### WHAT TO WORK ON
Without including any image, repeat every record exactly.

### GIVEN ENTRIES
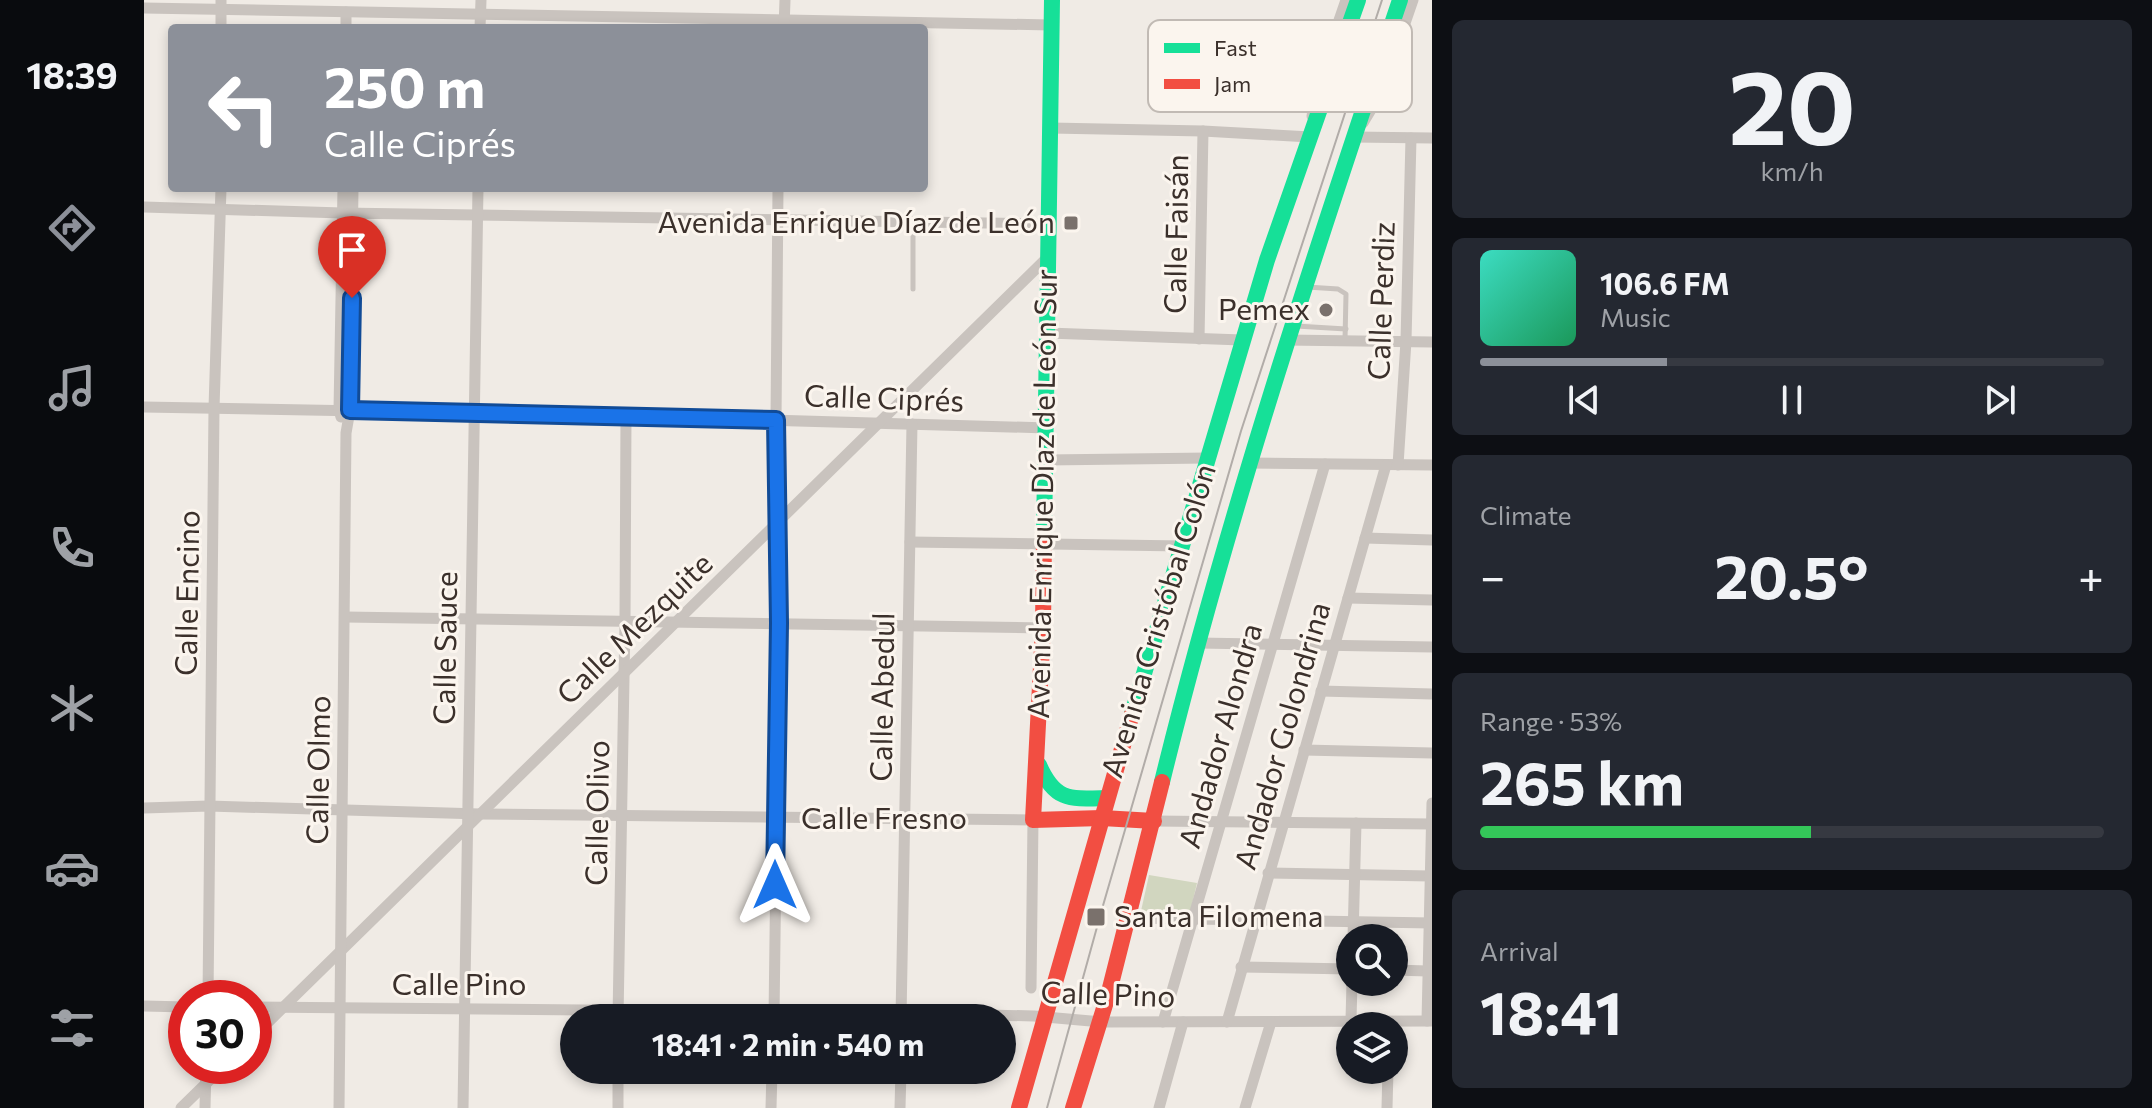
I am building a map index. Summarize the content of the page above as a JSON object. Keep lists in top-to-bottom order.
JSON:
{
  "streets": {
    "main road": ["Avenida Enrique Díaz de León Sur", "Avenida Cristóbal Colón", "Calle Fresno"],
    "street": [
      "Calle Faisán",
      "Calle Perdiz",
      "Calle Ciprés",
      "Calle Encino",
      "Calle Mezquite",
      "Calle Sauce",
      "Calle Abedul",
      "Andador Alondra",
      "Andador Golondrina",
      "Calle Olmo",
      "Calle Olivo",
      "Calle Pino"
    ]
  },
  "crossings": [
    ["Calle Perdiz", "Andador Golondrina"],
    ["Calle Ciprés", "Avenida Enrique Díaz de León Sur"],
    ["Calle Ciprés", "Calle Encino"],
    ["Calle Ciprés", "Calle Mezquite"],
    ["Calle Ciprés", "Calle Sauce"],
    ["Calle Ciprés", "Calle Abedul"],
    ["Calle Ciprés", "Calle Olmo"],
    ["Calle Ciprés", "Calle Olivo"],
    ["Avenida Enrique Díaz de León Sur", "Calle Mezquite"],
    ["Avenida Enrique Díaz de León Sur", "Calle Fresno"],
    ["Calle Encino", "Calle Fresno"],
    ["Avenida Cristóbal Colón", "Calle Fresno"],
    ["Avenida Cristóbal Colón", "Calle Pino"],
    ["Calle Mezquite", "Calle Sauce"],
    ["Calle Mezquite", "Calle Olmo"],
    ["Calle Mezquite", "Calle Olivo"],
    ["Calle Mezquite", "Calle Fresno"],
    ["Calle Mezquite", "Calle Pino"],
    ["Calle Sauce", "Calle Fresno"],
    ["Calle Sauce", "Calle Pino"],
    ["Calle Abedul", "Calle Fresno"],
    ["Andador Alondra", "Calle Fresno"],
    ["Andador Alondra", "Calle Pino"],
    ["Andador Golondrina", "Calle Fresno"],
    ["Andador Golondrina", "Calle Pino"],
    ["Calle Olmo", "Calle Fresno"],
    ["Calle Olmo", "Calle Pino"],
    ["Calle Olivo", "Calle Fresno"]
  ],
  "places": {
    "transit": ["Avenida Enrique Díaz de León", "Santa Filomena"],
    "other": ["Pemex"]
  },
  "legend": ["Fast", "Jam"],
  "page": {
    "tabs": "18:39",
    "tile": [
      ["20", "km/h"],
      "Climate",
      ["Range · 53%", "265 km"],
      ["Arrival", "18:41"]
    ],
    "turn": ["250 m", "Calle Ciprés"],
    "song": ["106.6 FM", "Music"],
    "heat": ["−", "20.5°", "+"],
    "limit": "30",
    "trip": "18:41 · 2 min · 540 m"
  }
}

### EXERCISE RESPONSE
I am building a map index. Summarize the content of the page above as a JSON object. Keep lists in top-to-bottom order.
JSON:
{
  "streets": {
    "main road": ["Avenida Enrique Díaz de León Sur", "Avenida Cristóbal Colón", "Calle Fresno"],
    "street": [
      "Calle Faisán",
      "Calle Perdiz",
      "Calle Ciprés",
      "Calle Encino",
      "Calle Mezquite",
      "Calle Sauce",
      "Calle Abedul",
      "Andador Alondra",
      "Andador Golondrina",
      "Calle Olmo",
      "Calle Olivo",
      "Calle Pino"
    ]
  },
  "crossings": [
    ["Calle Perdiz", "Andador Golondrina"],
    ["Calle Ciprés", "Avenida Enrique Díaz de León Sur"],
    ["Calle Ciprés", "Calle Encino"],
    ["Calle Ciprés", "Calle Mezquite"],
    ["Calle Ciprés", "Calle Sauce"],
    ["Calle Ciprés", "Calle Abedul"],
    ["Calle Ciprés", "Calle Olmo"],
    ["Calle Ciprés", "Calle Olivo"],
    ["Avenida Enrique Díaz de León Sur", "Calle Mezquite"],
    ["Avenida Enrique Díaz de León Sur", "Calle Fresno"],
    ["Calle Encino", "Calle Fresno"],
    ["Avenida Cristóbal Colón", "Calle Fresno"],
    ["Avenida Cristóbal Colón", "Calle Pino"],
    ["Calle Mezquite", "Calle Sauce"],
    ["Calle Mezquite", "Calle Olmo"],
    ["Calle Mezquite", "Calle Olivo"],
    ["Calle Mezquite", "Calle Fresno"],
    ["Calle Mezquite", "Calle Pino"],
    ["Calle Sauce", "Calle Fresno"],
    ["Calle Sauce", "Calle Pino"],
    ["Calle Abedul", "Calle Fresno"],
    ["Andador Alondra", "Calle Fresno"],
    ["Andador Alondra", "Calle Pino"],
    ["Andador Golondrina", "Calle Fresno"],
    ["Andador Golondrina", "Calle Pino"],
    ["Calle Olmo", "Calle Fresno"],
    ["Calle Olmo", "Calle Pino"],
    ["Calle Olivo", "Calle Fresno"]
  ],
  "places": {
    "transit": ["Avenida Enrique Díaz de León", "Santa Filomena"],
    "other": ["Pemex"]
  },
  "legend": ["Fast", "Jam"],
  "page": {
    "tabs": "18:39",
    "tile": [
      ["20", "km/h"],
      "Climate",
      ["Range · 53%", "265 km"],
      ["Arrival", "18:41"]
    ],
    "turn": ["250 m", "Calle Ciprés"],
    "song": ["106.6 FM", "Music"],
    "heat": ["−", "20.5°", "+"],
    "limit": "30",
    "trip": "18:41 · 2 min · 540 m"
  }
}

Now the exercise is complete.